Pelotas foi definida como a cidade que irá servir de base das operações da Petrobras para a prospecção de petróleo na Bacia Pelotas, que se estende do litoral gaúcho até o sul da costa catarinense. O anúncio foi feito na quarta-feira (8), durante uma reunião entre a prefeitura e representantes da Petrobras.
A escolha do município é em decorrência da estrutura do Aeroporto Internacional João Simões Lopes Neto. Em uma possível fase de perfuração, o aeroporto pelotense poderá servir como base para helicópteros que transportarão os funcionários para as plataformas de petróleo.
Atualmente, o Porto de Rio Grande já é responsável por fornecer suporte para as pesquisas sísmicas que são realizadas para o mapeamento do hidrocarboneto.
Conforme a Prefeitura de Pelotas, nos próximos meses, uma audiência pública deve ser realizada na cidade para detalhar a operação.
Pesquisa sísmica já acontece na região
Ainda não há uma confirmação da existência de petróleo na região. Por isso, as pesquisas sísmicas funcionam como uma espécie de ultrassonografia do fundo do mar para identificar as áreas com potenciais de possuir a matéria-prima.

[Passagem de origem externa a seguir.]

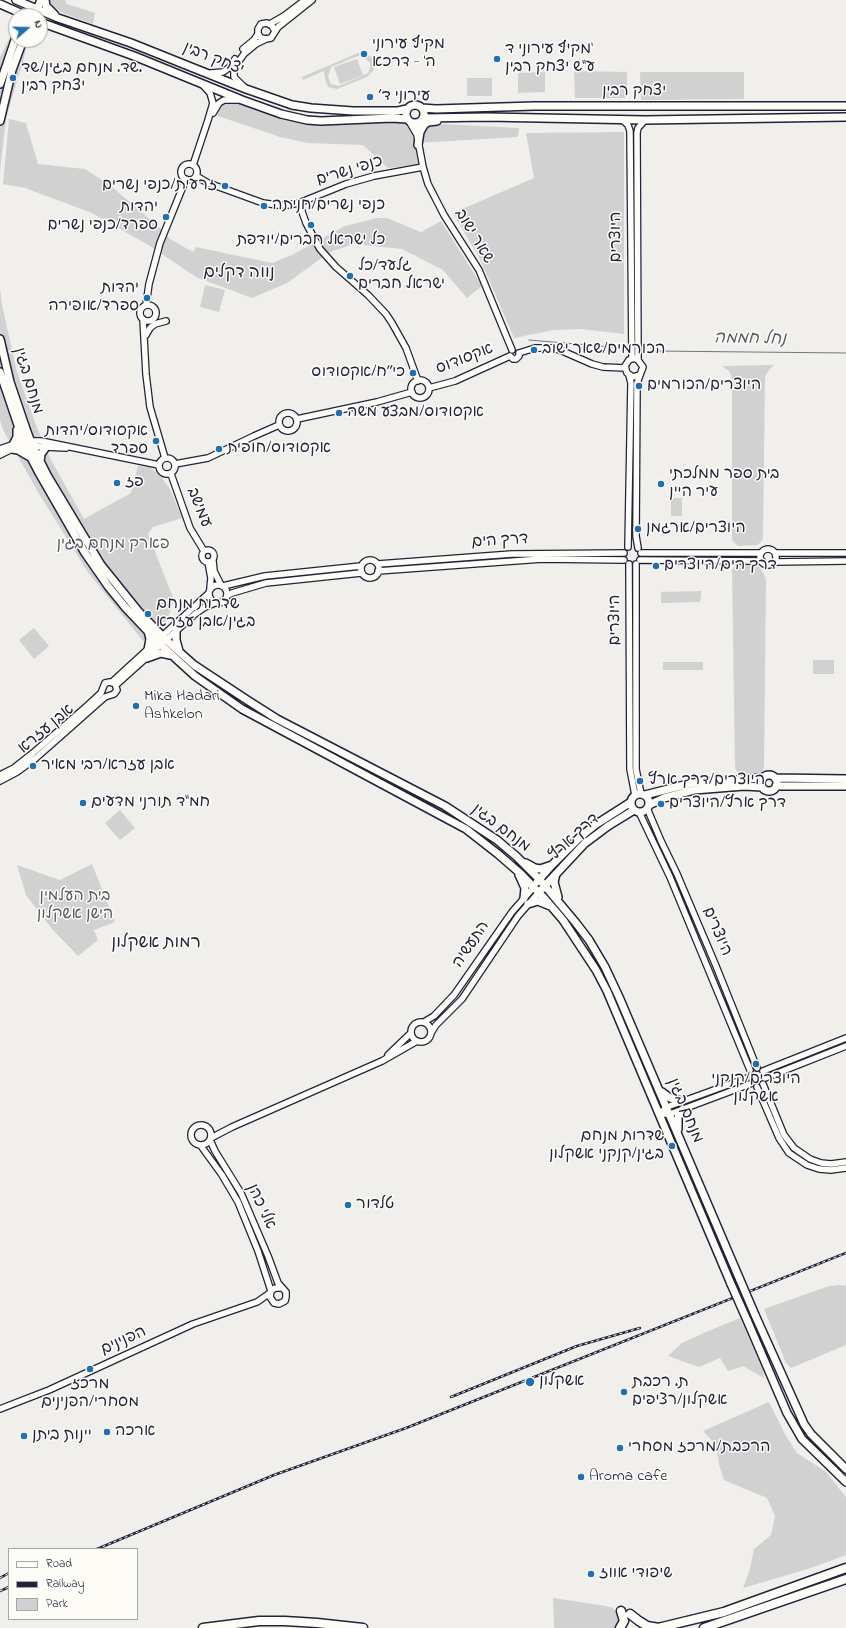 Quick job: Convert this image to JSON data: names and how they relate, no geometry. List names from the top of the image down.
{
  "streets": {
    "main road": [
      "יצחק רבין",
      "מנחם בגין",
      "דרך ארץ",
      "התעשיה"
    ],
    "street": [
      "כנפי נשרים",
      "שאר ישוב",
      "היוצרים",
      "אקסודוס",
      "עמישב",
      "דרך הים",
      "אבן עזרא",
      "אלי כהן",
      "הפנינים"
    ]
  },
  "crossings": [
    ["יצחק רבין", "שאר ישוב"],
    ["יצחק רבין", "היוצרים"],
    ["כנפי נשרים", "שאר ישוב"],
    ["שאר ישוב", "אקסודוס"],
    ["היוצרים", "דרך הים"],
    ["היוצרים", "דרך ארץ"],
    ["מנחם בגין", "דרך ארץ"],
    ["מנחם בגין", "התעשיה"],
    ["דרך ארץ", "התעשיה"],
    ["אלי כהן", "הפנינים"]
  ],
  "districts": ["נווה דקלים", "רמות אשקלון"],
  "water": ["נחל חממה"],
  "parks": ["פארק מנחם בגין", "בית העלמין הישן אשקלון"],
  "places": [
    "מקיף עירוני ה' - דרכא",
    "מקיף עירוני ד' ע\"ש יצחק רבין",
    "שד. מנחם בגין/שד. יצחק רבין",
    "עירוני ד׳",
    "זרעית/כנפי נשרים",
    "כנפי נשרים/חניתה",
    "יהדות ספרד/כנפי נשרים",
    "כל ישראל חברים/יודפת",
    "גלעד/כל ישראל חברים",
    "יהדות ספרד/אופירה",
    "הכורמים/שאר ישוב",
    "כי״ח/אקסודוס",
    "היוצרים/הכורמים",
    "אקסודוס/מבצע משה",
    "אקסודוס/יהדות ספרד",
    "אקסודוס/חופית",
    "פז",
    "בית ספר ממלכתי עיר היין",
    "היוצרים/ארגמן",
    "דרך הים/היוצרים",
    "שדרות מנחם בגין/אבן עזרא",
    "Mika Hadari Ashkelon",
    "אבן עזרא/רבי מאיר",
    "היוצרים/דרך ארץ",
    "חמ\"ד תורני מדעים",
    "דרך ארץ/היוצרים",
    "היוצרים/קנקני אשקלון",
    "שדרות מנחם בגין/קנקני אשקלון",
    "טלדור",
    "מרכז מסחרי/הפנינים",
    "אשקלון",
    "ת. רכבת אשקלון/רציפים",
    "ארכה",
    "יינות ביתן",
    "הרכבת/מרכז מסחרי",
    "Aroma cafe",
    "שיפודי אווז"
  ],
  "legend": ["Road", "Railway", "Park"],
  "north": "right"
}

Nessa técnica, equipamentos emitem ondas sonoras que penetram o subsolo marinho. O retorno dessas ondas, refletidas pelas diferentes camadas geológicas, é captado por sensores e processado para mapear a estrutura do fundo do mar e identificar possíveis acumulações de hidrocarbonetos, como o petróleo.

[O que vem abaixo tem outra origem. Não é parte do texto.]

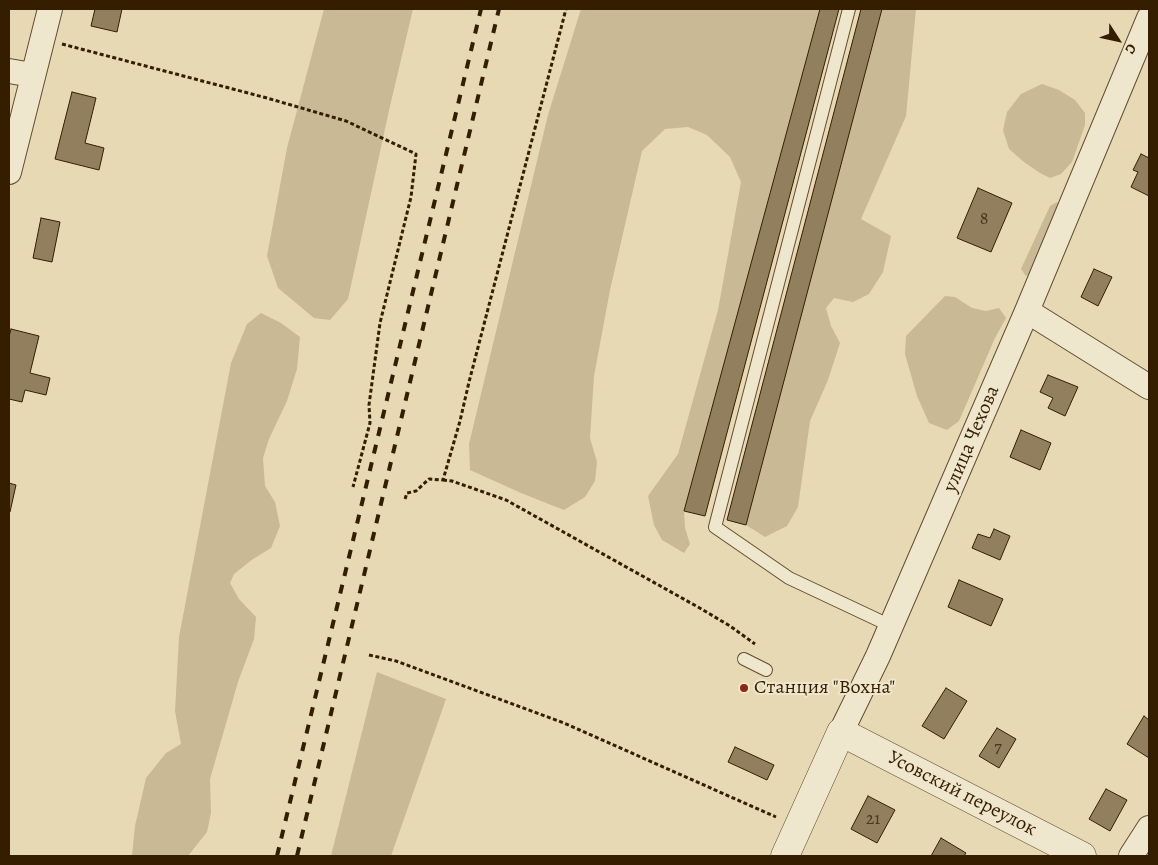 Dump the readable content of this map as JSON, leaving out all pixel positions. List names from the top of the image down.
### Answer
{
  "streets": {
    "street": ["улица Чехова", "Усовский переулок"]
  },
  "crossings": [
    ["улица Чехова", "Усовский переулок"]
  ],
  "places": ["Станция \"Вохна\""],
  "house_numbers": ["8", "7", "21"],
  "north": "bottom right"
}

No final do ano passado, a empresa noruguesa TGS iniciou o mapeamento do subsolo marinho da Bacia de Pelotas para avaliar o potencial de petróleo na região.
No total, são 105 mil quilômetros quadrados de área licenciada, em águas com profundidade mínima de 200 metros. A menor distância da costa é de cerca de 95 quilômetros referente ao município de Mostardas.

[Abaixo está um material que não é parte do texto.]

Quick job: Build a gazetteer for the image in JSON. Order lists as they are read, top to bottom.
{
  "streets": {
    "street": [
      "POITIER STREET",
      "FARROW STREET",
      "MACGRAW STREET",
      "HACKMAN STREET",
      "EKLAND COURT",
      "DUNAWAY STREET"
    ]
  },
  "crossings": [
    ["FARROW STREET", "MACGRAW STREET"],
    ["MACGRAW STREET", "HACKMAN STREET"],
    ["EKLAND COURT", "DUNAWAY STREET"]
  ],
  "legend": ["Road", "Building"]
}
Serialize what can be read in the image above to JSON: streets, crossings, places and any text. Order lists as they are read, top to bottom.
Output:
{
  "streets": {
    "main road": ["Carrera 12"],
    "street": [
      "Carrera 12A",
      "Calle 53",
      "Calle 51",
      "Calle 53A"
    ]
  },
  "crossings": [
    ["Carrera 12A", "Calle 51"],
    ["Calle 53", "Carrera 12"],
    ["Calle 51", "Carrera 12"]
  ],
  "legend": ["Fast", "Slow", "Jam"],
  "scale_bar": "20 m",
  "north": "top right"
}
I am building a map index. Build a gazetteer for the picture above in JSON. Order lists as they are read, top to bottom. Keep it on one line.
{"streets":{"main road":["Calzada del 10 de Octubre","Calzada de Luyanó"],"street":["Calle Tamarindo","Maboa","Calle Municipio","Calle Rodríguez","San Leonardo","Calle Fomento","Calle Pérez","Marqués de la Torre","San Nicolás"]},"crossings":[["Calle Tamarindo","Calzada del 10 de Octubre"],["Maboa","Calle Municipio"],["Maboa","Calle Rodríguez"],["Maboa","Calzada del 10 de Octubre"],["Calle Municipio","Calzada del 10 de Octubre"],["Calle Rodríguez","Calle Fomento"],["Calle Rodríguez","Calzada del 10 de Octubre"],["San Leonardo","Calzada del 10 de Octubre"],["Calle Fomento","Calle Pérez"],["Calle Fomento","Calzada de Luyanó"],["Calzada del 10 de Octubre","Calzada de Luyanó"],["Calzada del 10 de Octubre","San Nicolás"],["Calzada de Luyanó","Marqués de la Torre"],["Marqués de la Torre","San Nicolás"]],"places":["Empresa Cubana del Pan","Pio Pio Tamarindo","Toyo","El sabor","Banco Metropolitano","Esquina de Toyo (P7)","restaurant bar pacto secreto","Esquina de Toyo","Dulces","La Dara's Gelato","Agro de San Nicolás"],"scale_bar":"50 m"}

— Os nossos dados já estão sendo disponibilizados para as empresas. Não é possível afirmar se terá data para a perfuração começar, mas estamos positivos com as jazidas de Petróleo encontradas na Namíbia, na África, que compartilha semelhanças geológicas com a Bacia de Pelotas devido à separação do supercontinente Pangeia — comenta João Corrêa, country manager da TGS.
O estudo deve se estender até 2028. Desde novembro, a companhia também opera em parte mais ao norte da Bacia de Pelotas, em Santa Catarina.